It’s been a long time since our last Confession, and we have a lot to report.

Can you believe June is nearly over? Canyon Cinema 50 is in full swing, and programming continues throughout the summer. We have a long list of new works and preservation prints in distribution. A slew of DVDs have shown up at our door, courtesy of Canyon filmmakers and our new partnerships with European labels Re:Voir and Index. We spoke with Guy Maddin for the San Francisco International Film Festival, and Gerry Fialka shared a poignant Robert Nelson interview with us. And naturally we want to share all of this with you. Keep reading.

 

Canyon Cinema 50

Canyon Cinema 50 continues to chart its course. 

In case you somehow missed it, Canyon is celebrating half a century of continuous operation this year with a project we call Canyon Cinema 50. We are commemorating this milestone with a whole lot of screenings and events across the San Francisco Bay Area, as well as a forthcoming educational website and touring programs to be announced later in the year. If you haven’t been able to make it to anything Canyon has done so far, don’t worry: we have plenty of ways for you to experience it vicariously. Watch a kaleidoscopic trailer created for the occasion by filmmakers Adrianne Finnelli and Bryan Boyce. Take a look at pictures from our events here, or buy a beautiful commemorative poster (silkscreened, edition of 100) in our shop. Read the questions Guy Maddin answered for us at an April screening on our blog, and while you’re there, take a look at Robert Nelson’s answers to a poignant 2011 questionnaire mailed to him by Gerry Fialka. Canyon Cinema 50 is far from over, so be sure to keep an eye on our website for more screenings and announcements.
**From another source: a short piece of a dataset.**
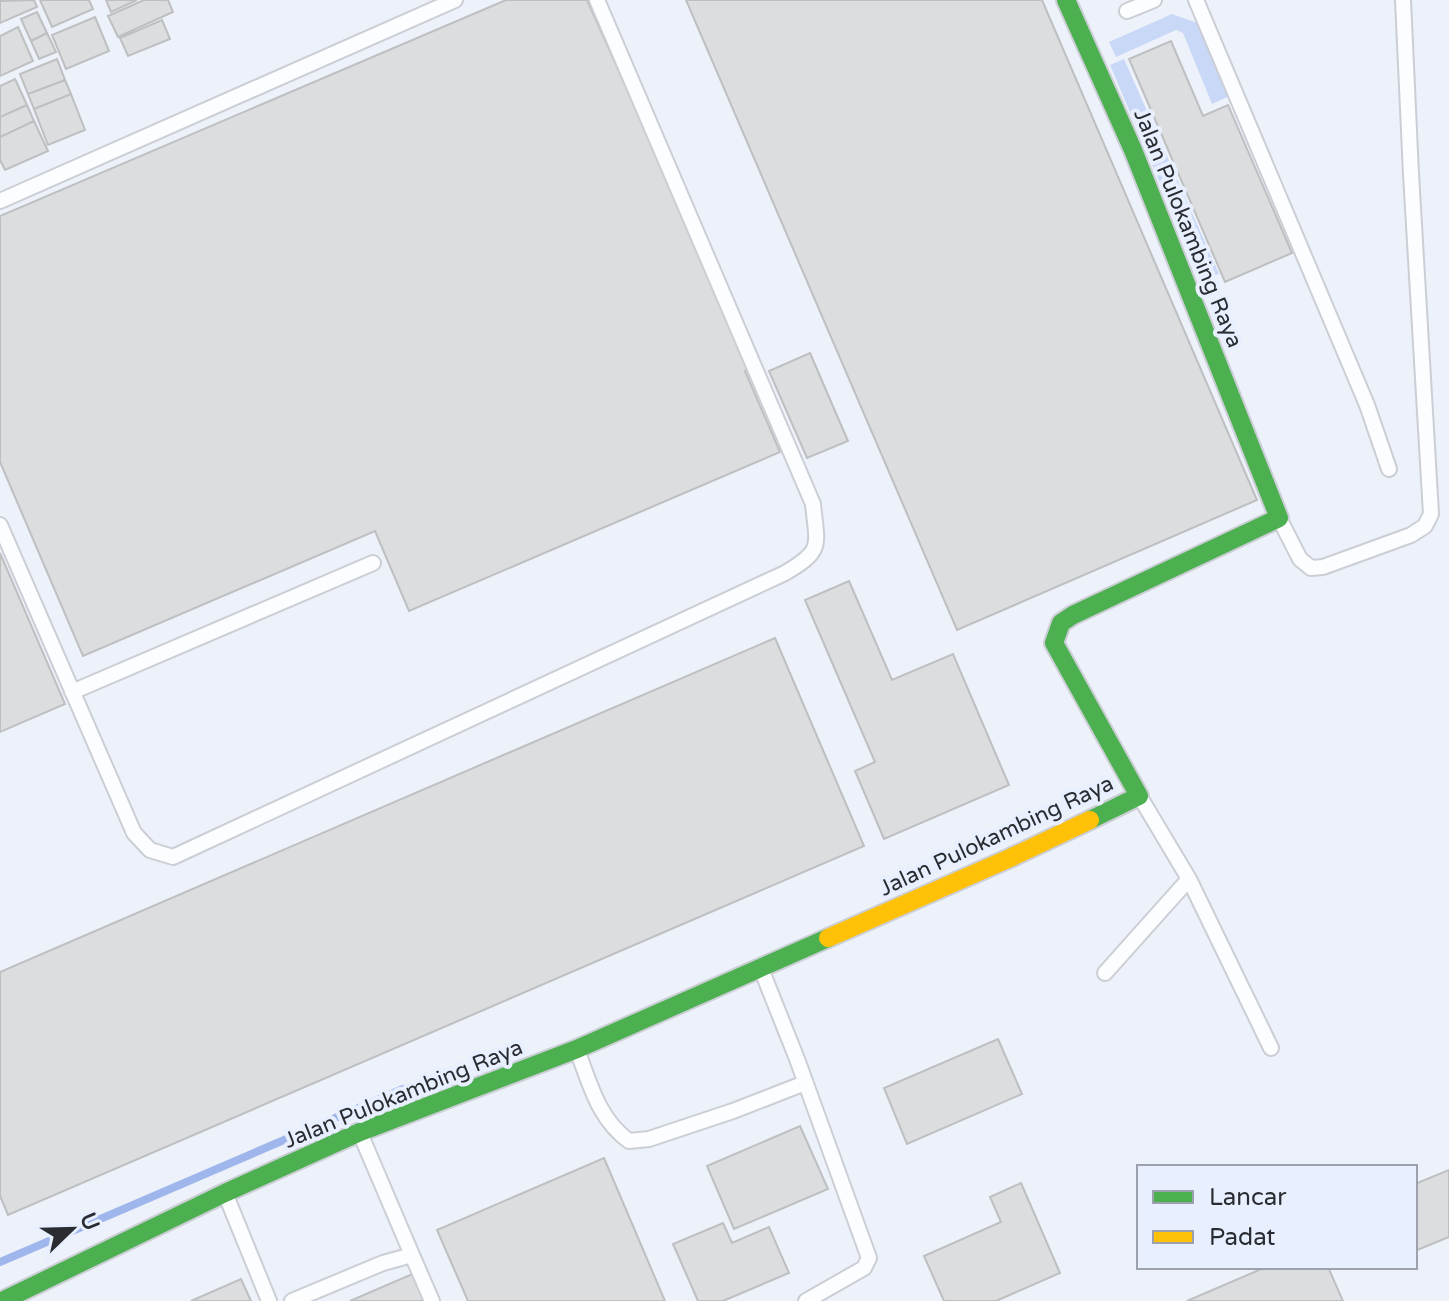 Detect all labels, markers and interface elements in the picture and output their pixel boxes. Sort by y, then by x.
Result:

Would you like to celebrate Canyon Cinema’s 50th anniversary in your town? The Canyon Cinema 50 tour will launch this fall, and include 4 programs curated by David Dinnell. Details will be announced later in the year. In the meantime, if you’re interested in bringing these programs to your cinema–micro or otherwise–drop us a line at info@canyoncinema.com.

 

New Filmmakers

Canyon welcomes three filmmakers to the collection.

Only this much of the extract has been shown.